Angiotensinogen was first identified as a prognostic biomarker in the adult CS-AKI population, and it has since been validated as a biomarker of cardiorenal syndrome type 1 and as a predictor of AKI-to-CKD progression in adults (43–45). Urinary angiotensinogen correlates with serum renin concentration and is thought to reflect intrarenal renin-angiotensin system (RAS) activity (43). RAS antagonism ameliorates the severity of AKI in animal models (46,47), and measurements of plasma renin has prognostic value in a mixed population of critically ill adults (48), suggesting potential mechanistic and therapeutic links for future study.
PREVENTION AND THERAPY
The multicenter randomized trial of prevention of CS-AKI in adults demonstrated reduced frequency and severity of CS-AKI in high-risk patients with implementation of a “KDIGO bundle” of interventions, including: optimization of volume status and hemodynamics, avoidance of nephrotoxic drugs, and prevention of hyperglycemia (49). No such interventional trials exist in pediatric CS-AKI; a meta-analysis based on available observational data did not identify any effective candidate interventions (50). Electronic health record (EHR)-based systems for identification and prevention of nephrotoxin-associated AKI have not been evaluated in the PCICU population and presuppose that avoidance of the nephrotoxin is possible (51).
Strategies for perioperative AKI prevention include improved monitoring as well as trials of therapeutic agents. Intraoperative use of somatic (renal) near-infrared spectroscopy is an enhanced monitoring technique but correlates with other markers of severity of illness or hemodynamic instability (52). Trials of targeted intraoperative modification to improve systemic oxygen delivery and end-organ protection do not exist. Intraoperative aminophylline may increase UOP in the early postoperative period and reduce the need for kidney replacement therapy (KRT) in comparison to furosemide use (53). Intraoperative and postoperative nitric oxide (NO) in high-risk adult CS patients improved both AKI incidence and long-term renal outcomes (54); the ongoing NO during CPB to improve recovery in infants with congenital heart defects randomized controlled trial will assess the impact of entraining NO into the oxygenator during CPB, with the subsequent need for and duration of KRT included among planned secondary analyses (55). Early postoperative acetaminophen exposure demonstrated significantly reduced odds of AKI with optimized per-kilogram acetaminophen dosing in the first 48 hours of surgery (56). Further study of these and other preventive perioperative therapies is needed.

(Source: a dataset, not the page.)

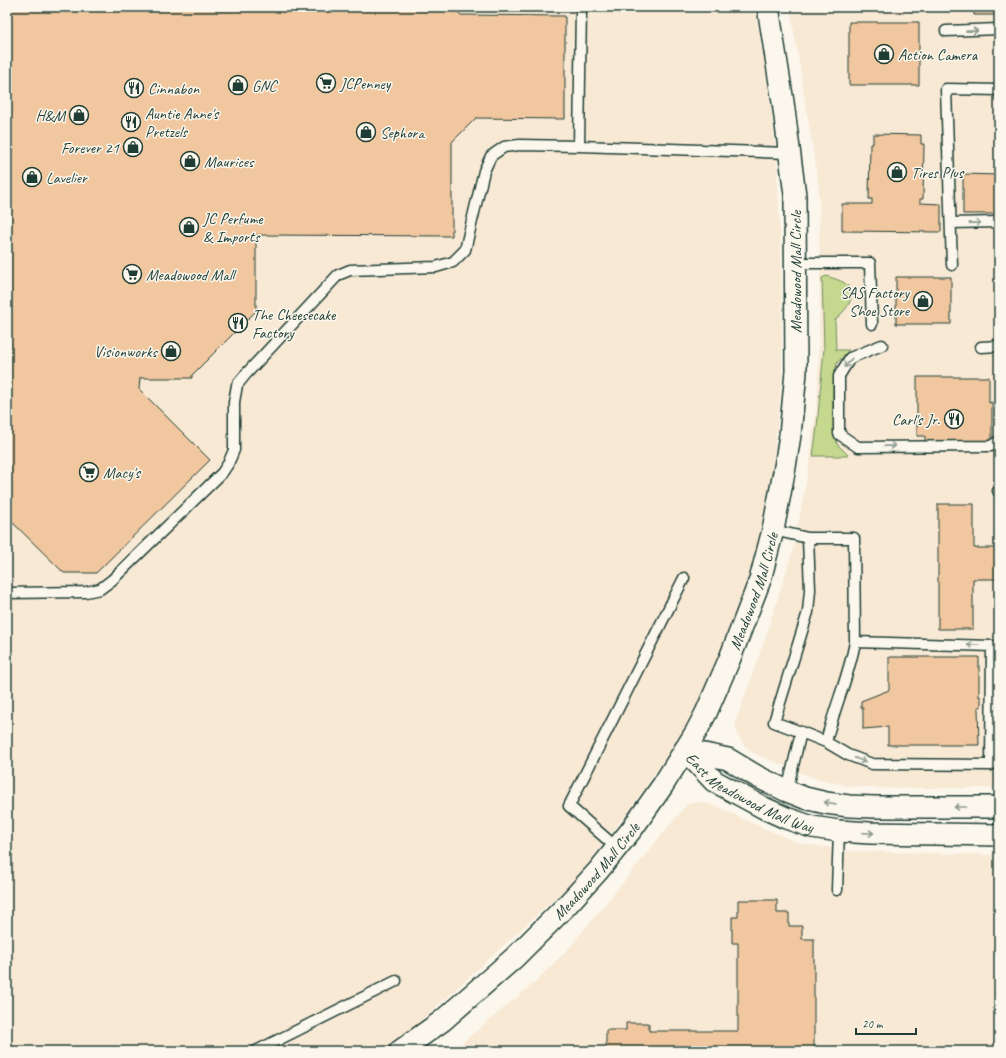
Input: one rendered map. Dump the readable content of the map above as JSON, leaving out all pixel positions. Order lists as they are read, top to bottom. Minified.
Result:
{"streets":{"street":["Meadowood Mall Circle","East Meadowood Mall Way"]},"crossings":[["Meadowood Mall Circle","East Meadowood Mall Way"]],"places":{"shop":["Action Camera","GNC","H&M","Sephora","Forever 21","Maurices","Tires Plus","Lavelier","JC Perfume & Imports","SAS Factory Shoe Store","Visionworks"],"supermarket":["JCPenney","Meadowood Mall","Macy's"],"restaurant":["Cinnabon","Auntie Anne's Pretzels","The Cheesecake Factory","Carl's Jr."]},"scale_bar":"20 m"}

In patients who develop AKI despite our best efforts, the struggle to identify who will go on to develop severe AKI and who would benefit most from continuous KRT highlights the need for improved tools to assess renal reserve as well as the presence and rate of renal recovery. The furosemide stress test (FST) is a pragmatic instrument that fits well into the standard practices and clinical experience within the PCICU. The FST calls for a standardized-dose diuretic challenge with UOP responsiveness assessed at 2 and 6 hours. Lack of responsiveness is a good predictor of subsequent AKI, and responsiveness has strong negative predictive value for subsequent AKI in pediatric CS patients (57–59). Additional studies are needed, including prospective validation of FST and interpretation of diuretic responsiveness with continuous diuretic infusions in the PCICU population. The utility of recovery/repair biomarkers in predicting progressive AKI also requires further exploration (60). Similarly, the follow-up renal assessment of injury long-term after AKI study postulates that long-term follow-up of biomarkers may be helpful in identifying CKD risk (61).

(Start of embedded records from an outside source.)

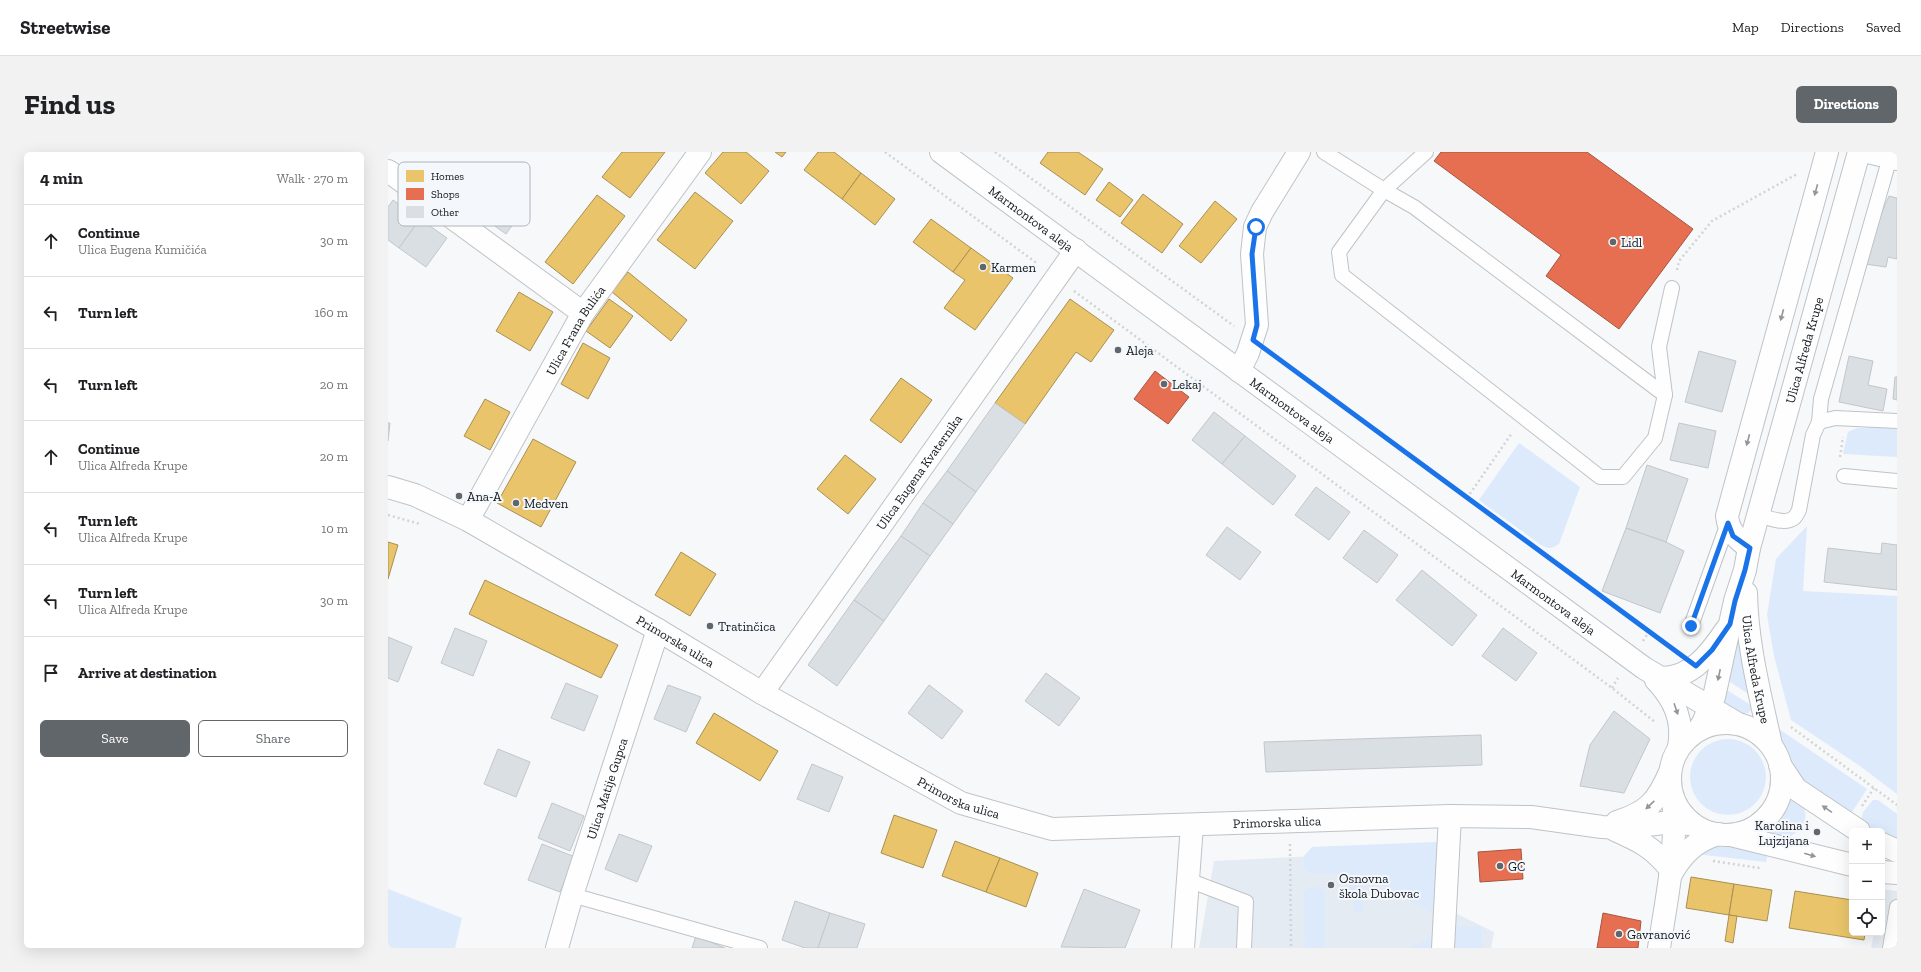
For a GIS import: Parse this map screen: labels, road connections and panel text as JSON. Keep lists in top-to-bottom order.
{
  "streets": {
    "main road": [
      "Marmontova aleja",
      "Ulica Frana Bulića",
      "Ulica Alfreda Krupe",
      "Ulica Eugena Kvaternika",
      "Primorska ulica",
      "Ulica Matije Gupca"
    ]
  },
  "crossings": [
    ["Marmontova aleja", "Ulica Alfreda Krupe"],
    ["Marmontova aleja", "Ulica Eugena Kvaternika"],
    ["Marmontova aleja", "Primorska ulica"],
    ["Ulica Frana Bulića", "Primorska ulica"],
    ["Ulica Alfreda Krupe", "Primorska ulica"],
    ["Ulica Eugena Kvaternika", "Primorska ulica"],
    ["Primorska ulica", "Ulica Matije Gupca"]
  ],
  "places": [
    "Lidl",
    "Karmen",
    "Aleja",
    "Lekaj",
    "Ana-A",
    "Medven",
    "Tratinčica",
    "Karolina i Lujzijana",
    "GC",
    "Osnovna škola Dubovac",
    "Gavranović"
  ],
  "legend": ["Homes", "Shops", "Other"],
  "page": {
    "header": "Streetwise",
    "nav": ["Map", "Directions", "Saved"],
    "buttons": [
      "Directions",
      ["Save", "Share"]
    ],
    "title": "Find us",
    "heading": ["4 min", "Walk · 270 m"],
    "list": [
      ["Continue", "Ulica Eugena Kumičića", "30 m"],
      ["Turn left", "160 m"],
      ["Turn left", "20 m"],
      ["Continue", "Ulica Alfreda Krupe", "20 m"],
      ["Turn left", "Ulica Alfreda Krupe", "10 m"],
      ["Turn left", "Ulica Alfreda Krupe", "30 m"],
      "Arrive at destination"
    ],
    "map_buttons": ["+", "−"]
  }
}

Repeat AKI and loss of renal reserve is recognized in vulnerable populations such as staged single ventricle palliations, and severe AKI after the Norwood operation is a risk factor for severe AKI and longer duration of mechanical ventilation after subsequent stages as well as for chronic hypertension (62–64). Yet even in neonatal CS patients, who experience the highest rates of severe AKI, renal follow-up is incomplete or absent (65,66). Repeat episodes of severe CS-AKI are associated with lower cognitive, motor, and language scores in long-term follow-up (67). Further examination of global functional outcomes as well as longitudinal follow-up of renal function should be incorporated into the framework of successful cardiac programs.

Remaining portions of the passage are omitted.